Impala: first SQL query engine to reach GA status
Enterprise software company Cloudera has announced the General Availability (GA) release of Impala, its open source, interactive SQL query engine. Impala provides query and processing features for data that is stored directly in the Hadoop File System (HDFS) or in Hbase – the functionality it provides for Hadoop is similar to that of the Stinger Initiative from rival company Hortonworks or to that of Apache's Drill. The engine is designed to support a wide range of file and data formats, and most users should, therefore, be able to use it without having to make detours via proprietary formats.
With version 1.0, which arrives around six months after the project was first made publicly available as a beta, the developers have fixed various bugs and also introduced new features such as ALTER TABLE and REFRESH for individual tables and dynamic resource management capabilities.
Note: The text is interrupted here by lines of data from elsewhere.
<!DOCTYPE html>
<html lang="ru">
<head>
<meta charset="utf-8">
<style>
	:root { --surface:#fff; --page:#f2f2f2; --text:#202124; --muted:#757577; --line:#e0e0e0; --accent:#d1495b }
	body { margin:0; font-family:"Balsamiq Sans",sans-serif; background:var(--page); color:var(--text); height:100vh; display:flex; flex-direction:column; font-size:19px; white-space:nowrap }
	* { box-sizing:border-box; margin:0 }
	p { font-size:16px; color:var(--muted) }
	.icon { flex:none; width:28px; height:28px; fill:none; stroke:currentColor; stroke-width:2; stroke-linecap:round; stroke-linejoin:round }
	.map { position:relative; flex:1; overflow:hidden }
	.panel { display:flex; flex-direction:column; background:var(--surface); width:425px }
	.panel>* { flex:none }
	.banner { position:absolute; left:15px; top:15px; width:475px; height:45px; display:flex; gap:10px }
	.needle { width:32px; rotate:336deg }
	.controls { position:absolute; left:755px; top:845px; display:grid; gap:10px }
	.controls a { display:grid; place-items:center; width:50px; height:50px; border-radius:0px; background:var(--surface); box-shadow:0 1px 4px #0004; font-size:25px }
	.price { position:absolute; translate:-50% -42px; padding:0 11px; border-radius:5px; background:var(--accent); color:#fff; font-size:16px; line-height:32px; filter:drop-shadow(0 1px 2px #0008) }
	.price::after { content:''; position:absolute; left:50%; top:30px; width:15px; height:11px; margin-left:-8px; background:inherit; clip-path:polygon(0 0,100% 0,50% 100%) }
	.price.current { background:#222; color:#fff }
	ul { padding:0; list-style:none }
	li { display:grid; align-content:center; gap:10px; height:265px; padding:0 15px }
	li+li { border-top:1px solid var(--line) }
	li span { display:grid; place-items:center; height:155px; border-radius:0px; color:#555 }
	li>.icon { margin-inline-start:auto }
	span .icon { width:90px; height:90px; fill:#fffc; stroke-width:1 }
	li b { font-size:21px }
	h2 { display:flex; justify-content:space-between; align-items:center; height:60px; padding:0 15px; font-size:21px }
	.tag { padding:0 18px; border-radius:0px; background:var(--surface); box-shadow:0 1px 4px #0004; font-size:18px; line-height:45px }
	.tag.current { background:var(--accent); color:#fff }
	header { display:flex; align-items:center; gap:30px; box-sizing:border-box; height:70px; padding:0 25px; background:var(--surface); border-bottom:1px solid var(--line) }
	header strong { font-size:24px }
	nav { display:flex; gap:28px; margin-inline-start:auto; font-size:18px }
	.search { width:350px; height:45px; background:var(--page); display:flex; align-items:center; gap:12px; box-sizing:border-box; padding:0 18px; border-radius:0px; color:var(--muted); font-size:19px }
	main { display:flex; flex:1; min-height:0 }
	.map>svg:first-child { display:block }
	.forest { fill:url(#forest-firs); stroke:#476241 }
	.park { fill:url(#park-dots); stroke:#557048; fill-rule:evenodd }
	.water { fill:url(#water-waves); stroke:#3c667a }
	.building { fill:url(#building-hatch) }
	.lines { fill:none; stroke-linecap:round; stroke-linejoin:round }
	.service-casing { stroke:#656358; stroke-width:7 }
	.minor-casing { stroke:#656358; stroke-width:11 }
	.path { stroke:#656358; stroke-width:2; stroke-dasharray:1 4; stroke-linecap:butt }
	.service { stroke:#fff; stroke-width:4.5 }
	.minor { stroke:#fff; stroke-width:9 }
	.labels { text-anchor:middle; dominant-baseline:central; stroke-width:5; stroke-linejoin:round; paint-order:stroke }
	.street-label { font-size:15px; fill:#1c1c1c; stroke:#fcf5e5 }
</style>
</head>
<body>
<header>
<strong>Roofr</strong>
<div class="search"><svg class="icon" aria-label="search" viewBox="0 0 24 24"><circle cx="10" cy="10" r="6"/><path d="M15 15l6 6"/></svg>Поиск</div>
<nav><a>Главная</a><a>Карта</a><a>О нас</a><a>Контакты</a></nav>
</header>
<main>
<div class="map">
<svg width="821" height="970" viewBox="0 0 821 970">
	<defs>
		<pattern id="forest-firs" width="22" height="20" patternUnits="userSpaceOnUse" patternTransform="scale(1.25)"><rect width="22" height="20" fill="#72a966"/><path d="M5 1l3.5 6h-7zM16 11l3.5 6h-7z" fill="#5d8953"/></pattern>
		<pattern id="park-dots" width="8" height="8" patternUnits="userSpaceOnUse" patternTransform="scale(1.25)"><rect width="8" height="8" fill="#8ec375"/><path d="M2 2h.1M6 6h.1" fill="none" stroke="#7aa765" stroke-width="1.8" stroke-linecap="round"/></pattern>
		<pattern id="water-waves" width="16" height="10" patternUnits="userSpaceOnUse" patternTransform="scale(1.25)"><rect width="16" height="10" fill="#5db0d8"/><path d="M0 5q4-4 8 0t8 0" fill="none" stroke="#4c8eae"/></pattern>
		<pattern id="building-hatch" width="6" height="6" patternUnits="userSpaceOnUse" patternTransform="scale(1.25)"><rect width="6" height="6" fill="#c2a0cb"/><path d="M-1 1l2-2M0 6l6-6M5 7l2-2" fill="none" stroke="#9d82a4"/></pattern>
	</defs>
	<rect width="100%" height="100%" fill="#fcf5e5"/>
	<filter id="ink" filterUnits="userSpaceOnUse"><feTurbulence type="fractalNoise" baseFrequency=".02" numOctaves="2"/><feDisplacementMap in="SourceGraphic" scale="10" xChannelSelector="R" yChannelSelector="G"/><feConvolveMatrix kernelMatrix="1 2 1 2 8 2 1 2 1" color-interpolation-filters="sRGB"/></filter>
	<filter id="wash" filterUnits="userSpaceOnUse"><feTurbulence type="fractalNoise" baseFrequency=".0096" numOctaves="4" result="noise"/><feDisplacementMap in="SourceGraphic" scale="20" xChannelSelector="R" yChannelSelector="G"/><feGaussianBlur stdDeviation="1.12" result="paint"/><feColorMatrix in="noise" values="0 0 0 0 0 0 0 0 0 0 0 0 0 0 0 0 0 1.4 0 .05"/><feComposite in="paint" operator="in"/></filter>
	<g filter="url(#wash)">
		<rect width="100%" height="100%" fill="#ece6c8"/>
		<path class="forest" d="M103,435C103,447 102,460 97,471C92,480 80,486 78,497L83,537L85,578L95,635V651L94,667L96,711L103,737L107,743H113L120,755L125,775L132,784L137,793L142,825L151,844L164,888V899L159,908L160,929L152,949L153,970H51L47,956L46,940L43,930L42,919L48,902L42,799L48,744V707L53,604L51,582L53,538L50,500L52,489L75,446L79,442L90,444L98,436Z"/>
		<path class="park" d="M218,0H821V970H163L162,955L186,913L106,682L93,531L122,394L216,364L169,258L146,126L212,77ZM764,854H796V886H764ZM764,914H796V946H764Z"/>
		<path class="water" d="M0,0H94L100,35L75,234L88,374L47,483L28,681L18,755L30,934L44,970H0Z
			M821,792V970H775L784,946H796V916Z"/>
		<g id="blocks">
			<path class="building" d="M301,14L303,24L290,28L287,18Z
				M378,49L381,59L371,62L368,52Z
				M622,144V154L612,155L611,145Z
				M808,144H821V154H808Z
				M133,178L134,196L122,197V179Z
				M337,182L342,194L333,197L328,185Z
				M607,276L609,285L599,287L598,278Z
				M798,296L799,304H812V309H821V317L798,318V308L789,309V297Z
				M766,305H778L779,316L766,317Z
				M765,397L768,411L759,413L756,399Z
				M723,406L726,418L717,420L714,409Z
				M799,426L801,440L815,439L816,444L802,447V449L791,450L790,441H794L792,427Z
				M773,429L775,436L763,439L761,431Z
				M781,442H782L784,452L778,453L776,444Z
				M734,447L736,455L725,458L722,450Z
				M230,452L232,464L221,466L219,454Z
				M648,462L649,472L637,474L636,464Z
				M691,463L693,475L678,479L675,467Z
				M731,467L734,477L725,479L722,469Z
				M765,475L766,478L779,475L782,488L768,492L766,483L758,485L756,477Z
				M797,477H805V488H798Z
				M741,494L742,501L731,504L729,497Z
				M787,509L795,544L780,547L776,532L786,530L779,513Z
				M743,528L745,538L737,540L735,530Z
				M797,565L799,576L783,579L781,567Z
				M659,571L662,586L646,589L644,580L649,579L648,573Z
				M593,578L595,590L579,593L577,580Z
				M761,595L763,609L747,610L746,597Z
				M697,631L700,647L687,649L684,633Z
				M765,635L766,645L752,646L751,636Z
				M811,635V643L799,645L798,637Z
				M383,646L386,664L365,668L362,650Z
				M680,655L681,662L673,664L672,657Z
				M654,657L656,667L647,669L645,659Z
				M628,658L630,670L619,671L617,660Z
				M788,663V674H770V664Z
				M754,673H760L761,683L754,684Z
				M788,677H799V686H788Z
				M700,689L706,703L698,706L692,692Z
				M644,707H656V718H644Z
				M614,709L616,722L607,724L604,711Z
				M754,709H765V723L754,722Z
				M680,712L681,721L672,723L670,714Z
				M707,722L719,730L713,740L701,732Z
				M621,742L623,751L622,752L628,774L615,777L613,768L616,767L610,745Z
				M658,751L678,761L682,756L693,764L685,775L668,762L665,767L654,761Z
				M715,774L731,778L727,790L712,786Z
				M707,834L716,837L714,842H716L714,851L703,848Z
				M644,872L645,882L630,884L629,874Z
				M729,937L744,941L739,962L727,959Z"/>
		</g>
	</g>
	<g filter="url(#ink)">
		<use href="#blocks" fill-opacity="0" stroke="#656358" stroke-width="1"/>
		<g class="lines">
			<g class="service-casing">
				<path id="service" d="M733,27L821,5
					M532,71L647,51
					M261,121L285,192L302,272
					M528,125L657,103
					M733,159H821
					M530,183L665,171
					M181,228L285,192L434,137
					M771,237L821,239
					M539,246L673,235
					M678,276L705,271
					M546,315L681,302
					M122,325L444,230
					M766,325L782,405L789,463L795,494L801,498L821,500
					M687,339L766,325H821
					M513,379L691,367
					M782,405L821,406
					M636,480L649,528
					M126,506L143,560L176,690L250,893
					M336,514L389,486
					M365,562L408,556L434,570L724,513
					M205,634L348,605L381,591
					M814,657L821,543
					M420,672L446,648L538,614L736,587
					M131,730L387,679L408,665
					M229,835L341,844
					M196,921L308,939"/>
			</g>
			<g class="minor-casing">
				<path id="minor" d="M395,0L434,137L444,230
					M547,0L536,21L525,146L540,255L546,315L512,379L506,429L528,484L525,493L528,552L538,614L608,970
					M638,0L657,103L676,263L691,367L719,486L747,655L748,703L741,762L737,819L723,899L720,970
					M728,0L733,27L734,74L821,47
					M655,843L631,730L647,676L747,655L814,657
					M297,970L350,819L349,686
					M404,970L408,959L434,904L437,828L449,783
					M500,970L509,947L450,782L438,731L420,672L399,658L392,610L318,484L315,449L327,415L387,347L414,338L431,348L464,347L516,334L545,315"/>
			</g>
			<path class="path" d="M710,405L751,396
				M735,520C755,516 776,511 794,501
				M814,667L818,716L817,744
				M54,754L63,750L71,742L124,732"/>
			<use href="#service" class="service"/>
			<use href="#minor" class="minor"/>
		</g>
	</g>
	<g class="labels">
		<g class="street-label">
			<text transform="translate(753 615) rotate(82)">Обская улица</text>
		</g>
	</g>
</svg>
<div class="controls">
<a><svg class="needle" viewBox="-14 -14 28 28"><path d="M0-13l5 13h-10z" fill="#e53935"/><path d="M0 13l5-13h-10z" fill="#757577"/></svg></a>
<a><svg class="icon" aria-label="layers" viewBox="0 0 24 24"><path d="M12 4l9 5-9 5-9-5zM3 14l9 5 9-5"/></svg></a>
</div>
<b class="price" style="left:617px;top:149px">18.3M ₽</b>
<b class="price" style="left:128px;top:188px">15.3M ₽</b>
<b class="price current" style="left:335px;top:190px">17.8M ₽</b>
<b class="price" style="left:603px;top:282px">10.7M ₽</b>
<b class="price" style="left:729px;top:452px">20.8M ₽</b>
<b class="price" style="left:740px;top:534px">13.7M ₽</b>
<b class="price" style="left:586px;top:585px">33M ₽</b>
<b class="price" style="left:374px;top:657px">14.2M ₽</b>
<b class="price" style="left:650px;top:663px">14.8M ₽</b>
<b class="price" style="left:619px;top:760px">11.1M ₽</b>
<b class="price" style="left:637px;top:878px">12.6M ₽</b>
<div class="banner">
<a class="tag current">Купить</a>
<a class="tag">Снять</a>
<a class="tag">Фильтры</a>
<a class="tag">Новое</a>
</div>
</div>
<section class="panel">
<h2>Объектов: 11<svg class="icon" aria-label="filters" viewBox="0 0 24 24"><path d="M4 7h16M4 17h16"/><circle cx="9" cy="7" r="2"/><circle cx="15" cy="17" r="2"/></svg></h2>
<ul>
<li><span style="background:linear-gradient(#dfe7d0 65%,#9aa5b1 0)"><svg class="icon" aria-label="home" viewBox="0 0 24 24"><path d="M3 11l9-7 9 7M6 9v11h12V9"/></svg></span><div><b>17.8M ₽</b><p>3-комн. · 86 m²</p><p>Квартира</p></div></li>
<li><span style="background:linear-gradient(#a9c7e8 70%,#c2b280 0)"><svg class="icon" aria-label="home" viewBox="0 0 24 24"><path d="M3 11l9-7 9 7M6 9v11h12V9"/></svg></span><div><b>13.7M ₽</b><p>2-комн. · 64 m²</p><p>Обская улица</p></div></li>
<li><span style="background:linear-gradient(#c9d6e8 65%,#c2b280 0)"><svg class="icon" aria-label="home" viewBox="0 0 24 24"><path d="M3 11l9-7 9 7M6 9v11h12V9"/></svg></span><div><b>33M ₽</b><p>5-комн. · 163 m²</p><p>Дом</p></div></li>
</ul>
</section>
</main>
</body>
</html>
Impala's SQL dialect now supports query hints that allow users to fine-tune the inner workings of queries (for example [SHUFFLE] or [BROADCAST]). The developers say that query hints can be specified as a temporary workaround for "expensive" and inefficient queries that can occur, for example, when statistics are missing.
The Apache-licensed Impala is the first among the Hadoop-querying projects to release a completed version, which should give it an advantage when trying to attract a wider user base. Instructions for installing Impala are provided on the Cloudera web site.